*** Opening Records for the exercise ***

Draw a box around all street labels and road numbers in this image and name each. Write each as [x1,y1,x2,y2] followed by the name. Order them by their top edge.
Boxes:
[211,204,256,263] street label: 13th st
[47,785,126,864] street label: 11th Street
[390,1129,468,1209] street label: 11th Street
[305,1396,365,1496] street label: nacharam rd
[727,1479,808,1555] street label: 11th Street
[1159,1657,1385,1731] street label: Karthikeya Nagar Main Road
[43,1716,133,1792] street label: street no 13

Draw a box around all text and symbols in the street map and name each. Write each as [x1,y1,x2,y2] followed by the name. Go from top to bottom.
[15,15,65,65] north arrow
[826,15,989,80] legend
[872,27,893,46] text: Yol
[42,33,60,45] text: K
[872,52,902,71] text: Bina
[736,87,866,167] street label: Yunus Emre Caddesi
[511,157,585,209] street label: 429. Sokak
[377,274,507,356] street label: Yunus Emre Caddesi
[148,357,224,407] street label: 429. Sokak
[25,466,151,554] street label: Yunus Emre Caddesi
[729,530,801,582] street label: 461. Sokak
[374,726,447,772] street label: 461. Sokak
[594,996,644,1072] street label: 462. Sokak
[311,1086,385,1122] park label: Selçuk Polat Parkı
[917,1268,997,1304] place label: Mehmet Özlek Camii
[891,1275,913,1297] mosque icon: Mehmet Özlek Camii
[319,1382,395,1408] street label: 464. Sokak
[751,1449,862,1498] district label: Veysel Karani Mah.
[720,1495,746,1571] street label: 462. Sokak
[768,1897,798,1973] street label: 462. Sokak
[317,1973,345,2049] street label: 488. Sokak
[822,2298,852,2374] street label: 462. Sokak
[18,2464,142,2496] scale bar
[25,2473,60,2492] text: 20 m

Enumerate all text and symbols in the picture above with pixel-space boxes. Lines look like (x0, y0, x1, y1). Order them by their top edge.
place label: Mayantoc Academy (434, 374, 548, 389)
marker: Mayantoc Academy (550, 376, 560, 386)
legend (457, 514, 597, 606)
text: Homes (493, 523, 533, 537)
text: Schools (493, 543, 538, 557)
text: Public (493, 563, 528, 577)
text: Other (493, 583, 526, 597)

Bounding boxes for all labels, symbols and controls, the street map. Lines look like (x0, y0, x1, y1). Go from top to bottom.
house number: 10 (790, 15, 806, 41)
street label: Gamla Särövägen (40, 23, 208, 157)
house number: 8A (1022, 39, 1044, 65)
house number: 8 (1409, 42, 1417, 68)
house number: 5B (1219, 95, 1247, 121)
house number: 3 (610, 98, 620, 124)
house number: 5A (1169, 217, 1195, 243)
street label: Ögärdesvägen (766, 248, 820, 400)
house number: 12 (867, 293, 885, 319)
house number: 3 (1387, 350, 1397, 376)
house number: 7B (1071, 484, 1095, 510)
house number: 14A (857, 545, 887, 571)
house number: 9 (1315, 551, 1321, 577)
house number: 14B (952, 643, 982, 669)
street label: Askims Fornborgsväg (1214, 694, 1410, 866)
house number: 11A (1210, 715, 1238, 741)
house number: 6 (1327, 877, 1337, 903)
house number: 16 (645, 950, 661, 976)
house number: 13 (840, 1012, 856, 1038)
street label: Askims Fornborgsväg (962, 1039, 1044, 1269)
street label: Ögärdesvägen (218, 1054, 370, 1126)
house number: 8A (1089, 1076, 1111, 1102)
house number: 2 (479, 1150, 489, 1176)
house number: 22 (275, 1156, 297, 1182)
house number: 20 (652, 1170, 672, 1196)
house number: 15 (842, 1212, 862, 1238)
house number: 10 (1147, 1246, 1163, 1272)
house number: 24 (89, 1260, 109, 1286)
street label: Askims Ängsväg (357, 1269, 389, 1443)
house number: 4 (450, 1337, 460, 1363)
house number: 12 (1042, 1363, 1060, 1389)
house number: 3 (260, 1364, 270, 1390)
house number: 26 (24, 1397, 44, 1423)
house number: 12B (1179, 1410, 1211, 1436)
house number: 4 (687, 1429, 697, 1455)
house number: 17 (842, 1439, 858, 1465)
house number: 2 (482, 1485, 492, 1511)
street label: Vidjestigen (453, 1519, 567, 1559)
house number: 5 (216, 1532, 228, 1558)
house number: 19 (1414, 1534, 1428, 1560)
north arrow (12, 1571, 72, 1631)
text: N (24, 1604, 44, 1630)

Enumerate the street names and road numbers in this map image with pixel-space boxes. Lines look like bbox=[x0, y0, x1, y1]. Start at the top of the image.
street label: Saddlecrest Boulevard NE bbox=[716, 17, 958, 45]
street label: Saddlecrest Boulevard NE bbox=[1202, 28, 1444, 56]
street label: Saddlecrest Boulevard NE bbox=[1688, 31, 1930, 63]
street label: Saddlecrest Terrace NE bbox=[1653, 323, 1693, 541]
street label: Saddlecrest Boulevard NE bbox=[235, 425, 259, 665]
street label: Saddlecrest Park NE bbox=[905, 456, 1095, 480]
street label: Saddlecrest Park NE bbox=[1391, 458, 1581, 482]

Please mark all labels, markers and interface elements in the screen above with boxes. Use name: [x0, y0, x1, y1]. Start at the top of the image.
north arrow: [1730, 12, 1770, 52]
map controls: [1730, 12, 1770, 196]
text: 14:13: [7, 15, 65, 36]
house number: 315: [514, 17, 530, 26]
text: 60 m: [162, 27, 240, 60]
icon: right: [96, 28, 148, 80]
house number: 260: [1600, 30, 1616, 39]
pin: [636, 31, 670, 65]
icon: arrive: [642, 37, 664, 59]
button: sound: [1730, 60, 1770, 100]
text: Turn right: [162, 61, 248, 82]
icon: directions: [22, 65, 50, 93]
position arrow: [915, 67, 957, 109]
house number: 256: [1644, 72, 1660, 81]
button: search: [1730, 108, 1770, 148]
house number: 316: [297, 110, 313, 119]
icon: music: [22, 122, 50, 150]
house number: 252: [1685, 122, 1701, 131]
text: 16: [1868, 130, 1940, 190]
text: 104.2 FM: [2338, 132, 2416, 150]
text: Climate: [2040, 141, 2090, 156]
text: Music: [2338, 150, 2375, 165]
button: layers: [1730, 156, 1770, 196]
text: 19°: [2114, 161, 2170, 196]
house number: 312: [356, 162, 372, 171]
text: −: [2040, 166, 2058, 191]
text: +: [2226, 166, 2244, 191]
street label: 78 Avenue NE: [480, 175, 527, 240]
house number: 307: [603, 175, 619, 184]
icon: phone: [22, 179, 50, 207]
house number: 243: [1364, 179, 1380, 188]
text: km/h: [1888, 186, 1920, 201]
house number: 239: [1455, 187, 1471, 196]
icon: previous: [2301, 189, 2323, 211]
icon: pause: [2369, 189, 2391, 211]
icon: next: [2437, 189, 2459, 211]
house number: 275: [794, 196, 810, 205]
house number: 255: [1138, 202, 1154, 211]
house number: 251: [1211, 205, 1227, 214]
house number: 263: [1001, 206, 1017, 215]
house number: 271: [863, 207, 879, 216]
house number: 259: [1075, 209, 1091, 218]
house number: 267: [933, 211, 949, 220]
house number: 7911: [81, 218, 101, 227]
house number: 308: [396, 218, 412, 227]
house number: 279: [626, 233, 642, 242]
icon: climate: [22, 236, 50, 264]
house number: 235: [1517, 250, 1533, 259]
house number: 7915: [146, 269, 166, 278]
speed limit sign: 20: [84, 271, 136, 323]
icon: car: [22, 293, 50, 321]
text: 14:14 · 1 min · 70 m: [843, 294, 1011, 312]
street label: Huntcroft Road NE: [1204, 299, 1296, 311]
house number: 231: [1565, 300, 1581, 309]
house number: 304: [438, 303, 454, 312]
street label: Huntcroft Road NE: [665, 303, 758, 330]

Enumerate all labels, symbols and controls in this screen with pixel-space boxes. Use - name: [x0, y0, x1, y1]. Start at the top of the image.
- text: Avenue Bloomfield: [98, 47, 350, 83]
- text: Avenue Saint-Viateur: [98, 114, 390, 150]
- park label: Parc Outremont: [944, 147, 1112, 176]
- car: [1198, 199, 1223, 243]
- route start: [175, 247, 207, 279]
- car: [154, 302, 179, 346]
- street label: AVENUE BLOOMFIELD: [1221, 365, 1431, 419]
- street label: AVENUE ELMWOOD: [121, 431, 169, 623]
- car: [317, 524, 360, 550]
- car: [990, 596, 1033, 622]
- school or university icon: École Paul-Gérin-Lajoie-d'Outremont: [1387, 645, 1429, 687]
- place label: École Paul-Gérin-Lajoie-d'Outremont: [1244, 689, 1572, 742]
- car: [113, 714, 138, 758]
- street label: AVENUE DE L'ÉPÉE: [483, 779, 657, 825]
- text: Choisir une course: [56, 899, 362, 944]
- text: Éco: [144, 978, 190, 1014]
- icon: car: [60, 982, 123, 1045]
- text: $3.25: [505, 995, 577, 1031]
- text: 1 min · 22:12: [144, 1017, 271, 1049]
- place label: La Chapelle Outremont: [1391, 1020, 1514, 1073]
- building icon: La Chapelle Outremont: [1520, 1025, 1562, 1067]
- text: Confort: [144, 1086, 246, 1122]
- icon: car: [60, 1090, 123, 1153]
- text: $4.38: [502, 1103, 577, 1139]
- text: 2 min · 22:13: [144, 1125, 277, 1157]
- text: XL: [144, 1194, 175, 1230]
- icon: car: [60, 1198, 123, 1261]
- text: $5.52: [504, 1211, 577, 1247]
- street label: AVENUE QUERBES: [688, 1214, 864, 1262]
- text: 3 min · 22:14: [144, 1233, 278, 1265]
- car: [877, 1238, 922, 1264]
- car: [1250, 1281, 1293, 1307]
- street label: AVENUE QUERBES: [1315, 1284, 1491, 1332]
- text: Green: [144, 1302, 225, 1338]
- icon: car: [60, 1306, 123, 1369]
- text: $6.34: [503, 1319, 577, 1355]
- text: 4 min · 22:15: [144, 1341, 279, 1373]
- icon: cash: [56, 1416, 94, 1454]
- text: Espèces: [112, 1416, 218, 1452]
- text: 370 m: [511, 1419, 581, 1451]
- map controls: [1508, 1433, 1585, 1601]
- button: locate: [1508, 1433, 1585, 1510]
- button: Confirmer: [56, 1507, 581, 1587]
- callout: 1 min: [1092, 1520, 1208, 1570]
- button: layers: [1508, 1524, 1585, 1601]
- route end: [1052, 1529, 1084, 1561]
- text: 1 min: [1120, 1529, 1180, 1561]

*** Closing Records for the exercise ***

#### [Task statement]
The lines needed are those in the data above that hold the string "Saddlecrest"; copy each of them.

#### [The completed task]
street label: Saddlecrest Boulevard NE bbox=[716, 17, 958, 45]
street label: Saddlecrest Boulevard NE bbox=[1202, 28, 1444, 56]
street label: Saddlecrest Boulevard NE bbox=[1688, 31, 1930, 63]
street label: Saddlecrest Terrace NE bbox=[1653, 323, 1693, 541]
street label: Saddlecrest Boulevard NE bbox=[235, 425, 259, 665]
street label: Saddlecrest Park NE bbox=[905, 456, 1095, 480]
street label: Saddlecrest Park NE bbox=[1391, 458, 1581, 482]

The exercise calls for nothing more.